◆ Exercise: Go through the entries below and count the lines where the word "Division" appears; give only the count.

============

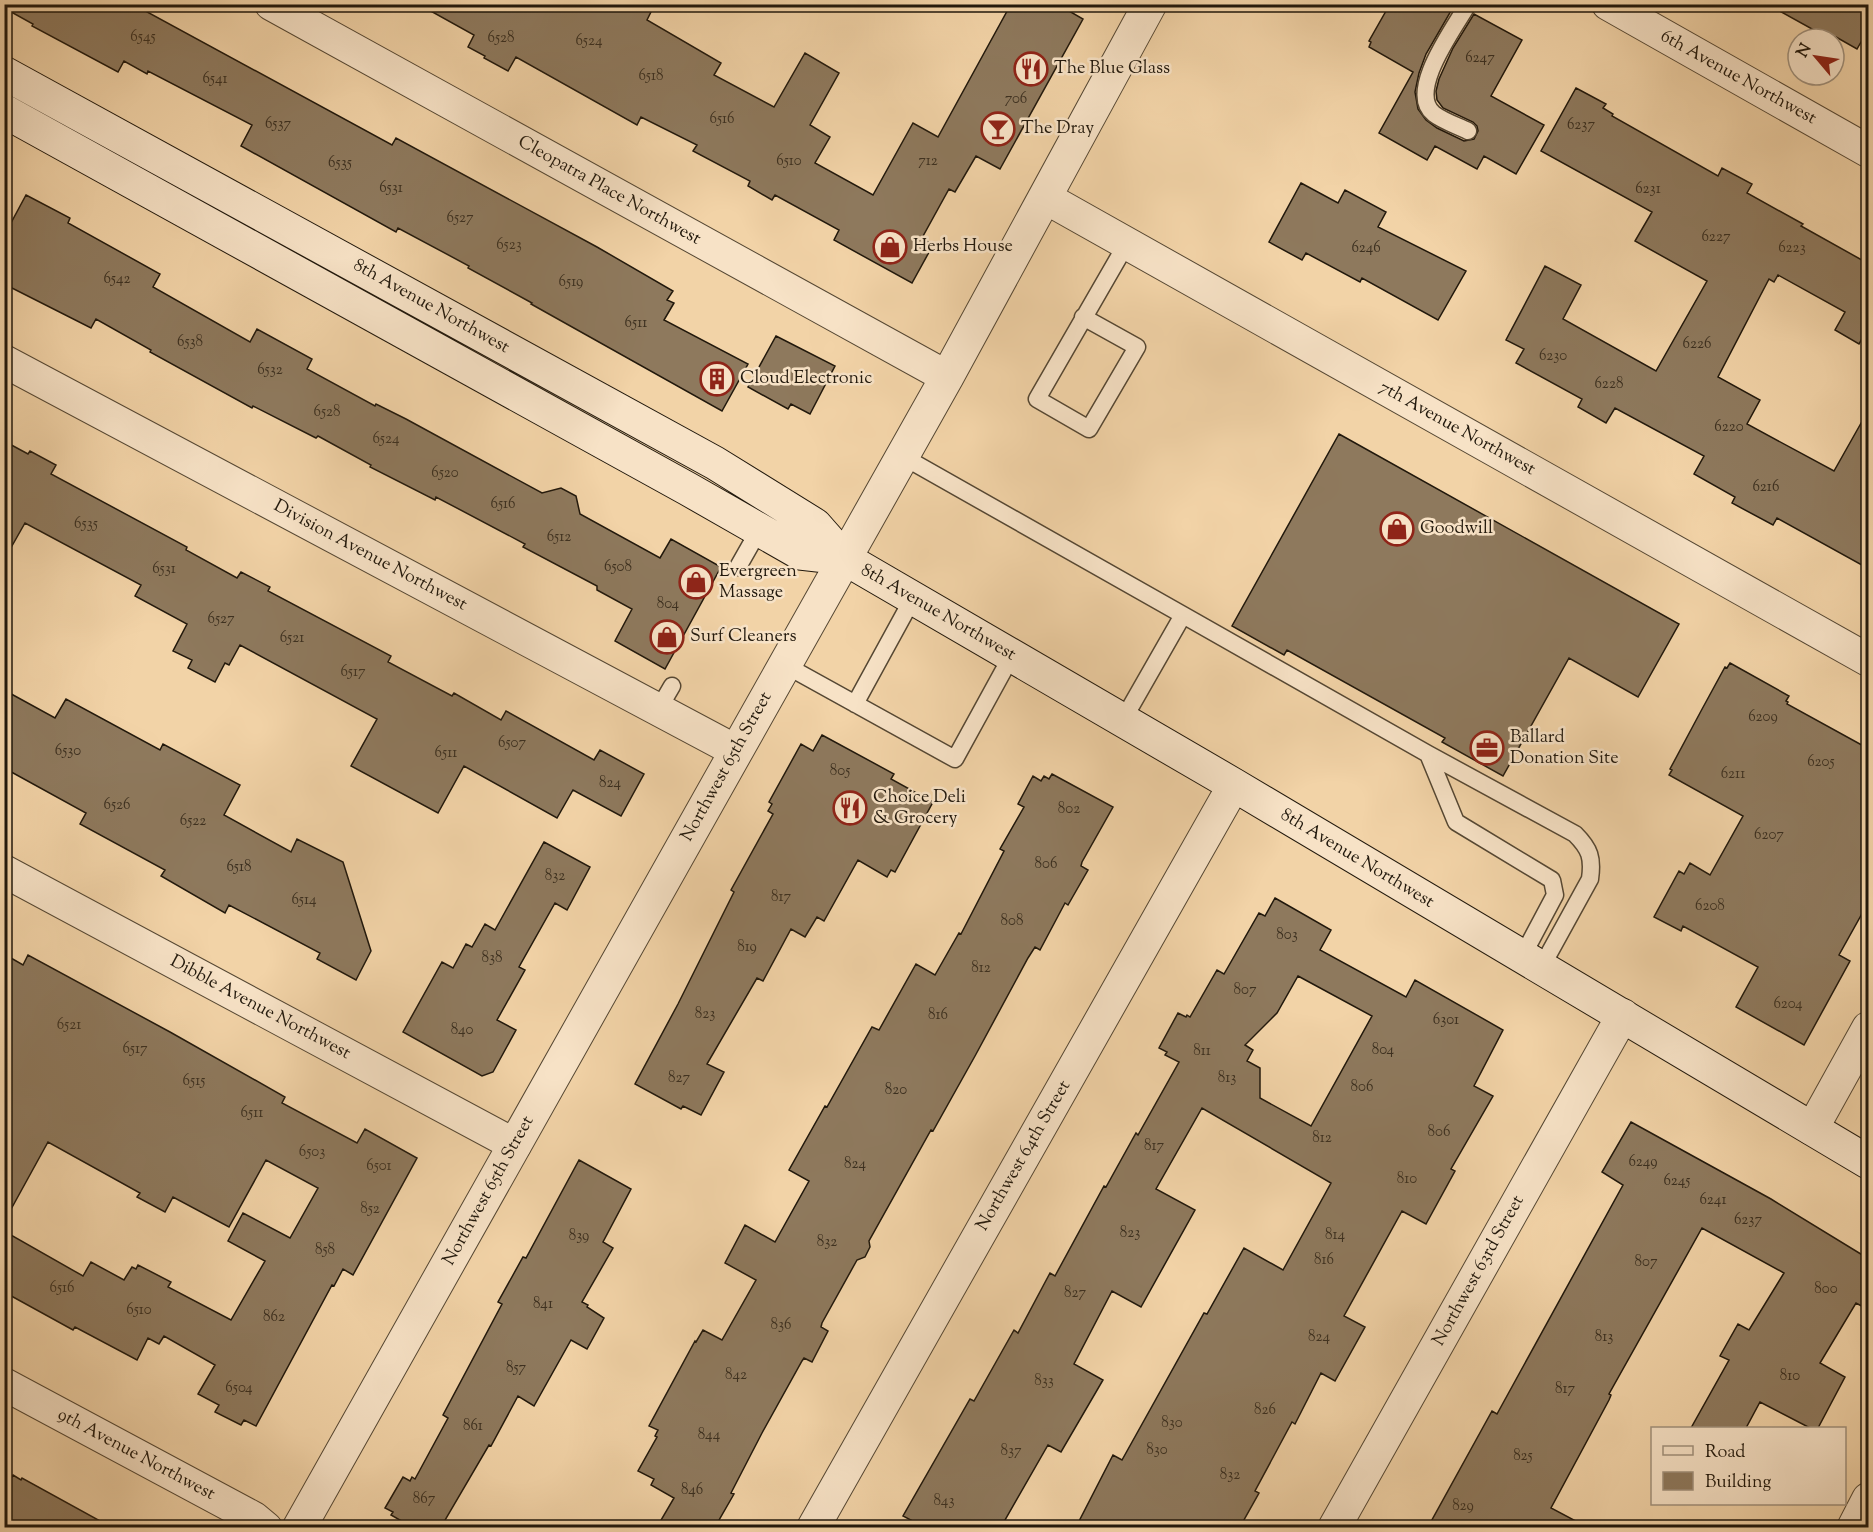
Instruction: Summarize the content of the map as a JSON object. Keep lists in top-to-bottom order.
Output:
{
  "streets": {
    "main road": ["8th Avenue Northwest", "Northwest 65th Street"],
    "street": [
      "6th Avenue Northwest",
      "Cleopatra Place Northwest",
      "7th Avenue Northwest",
      "Division Avenue Northwest",
      "Dibble Avenue Northwest",
      "Northwest 64th Street",
      "Northwest 63rd Street",
      "9th Avenue Northwest"
    ]
  },
  "crossings": [
    ["Cleopatra Place Northwest", "Northwest 65th Street"],
    ["8th Avenue Northwest", "Northwest 65th Street"],
    ["8th Avenue Northwest", "Northwest 64th Street"],
    ["8th Avenue Northwest", "Northwest 63rd Street"],
    ["7th Avenue Northwest", "Northwest 65th Street"],
    ["Division Avenue Northwest", "Northwest 65th Street"],
    ["Northwest 65th Street", "Dibble Avenue Northwest"]
  ],
  "places": {
    "restaurant": ["The Blue Glass", "Choice Deli & Grocery"],
    "bar": ["The Dray"],
    "shop": [
      "Herbs House",
      "Goodwill",
      "Evergreen Massage",
      "Surf Cleaners"
    ],
    "building": ["Cloud Electronic"],
    "office": ["Ballard Donation Site"]
  },
  "house_numbers": [
    "6545",
    "6528",
    "6524",
    "6247",
    "6518",
    "6541",
    "706",
    "6516",
    "6537",
    "6237",
    "6510",
    "712",
    "6535",
    "6531",
    "6231",
    "6527",
    "6227",
    "6523",
    "6246",
    "6223",
    "6542",
    "6519",
    "6511",
    "6538",
    "6226",
    "6230",
    "6532",
    "6228",
    "6528",
    "6220",
    "6524",
    "6520",
    "6216",
    "6516",
    "6535",
    "6512",
    "6508",
    "6531",
    "804",
    "6527",
    "6521",
    "6517",
    "6209",
    "6507",
    "6530",
    "6511",
    "6205",
    "805",
    "6211",
    "824",
    "6526",
    "802",
    "6522",
    "6207",
    "806",
    "6518",
    "832",
    "817",
    "6514",
    "6208",
    "808",
    "803",
    "819",
    "838",
    "812",
    "807",
    "6204",
    "823",
    "816",
    "6301",
    "6521",
    "840",
    "6517",
    "804",
    "811",
    "827",
    "813",
    "6515",
    "806",
    "820",
    "6511",
    "806",
    "812",
    "817",
    "6503",
    "6249",
    "824",
    "6501",
    "810",
    "6245",
    "6241",
    "852",
    "6237",
    "823",
    "814",
    "839",
    "832",
    "858",
    "816",
    "807",
    "6516",
    "800",
    "827",
    "841",
    "6510",
    "862",
    "836",
    "824",
    "813",
    "857",
    "842",
    "810",
    "833",
    "6504",
    "817",
    "826",
    "830",
    "861",
    "844",
    "830",
    "837",
    "825",
    "832",
    "846",
    "867",
    "843",
    "829"
  ],
  "legend": ["Road", "Building"],
  "north": "top left"
}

============

◆ Your response: 2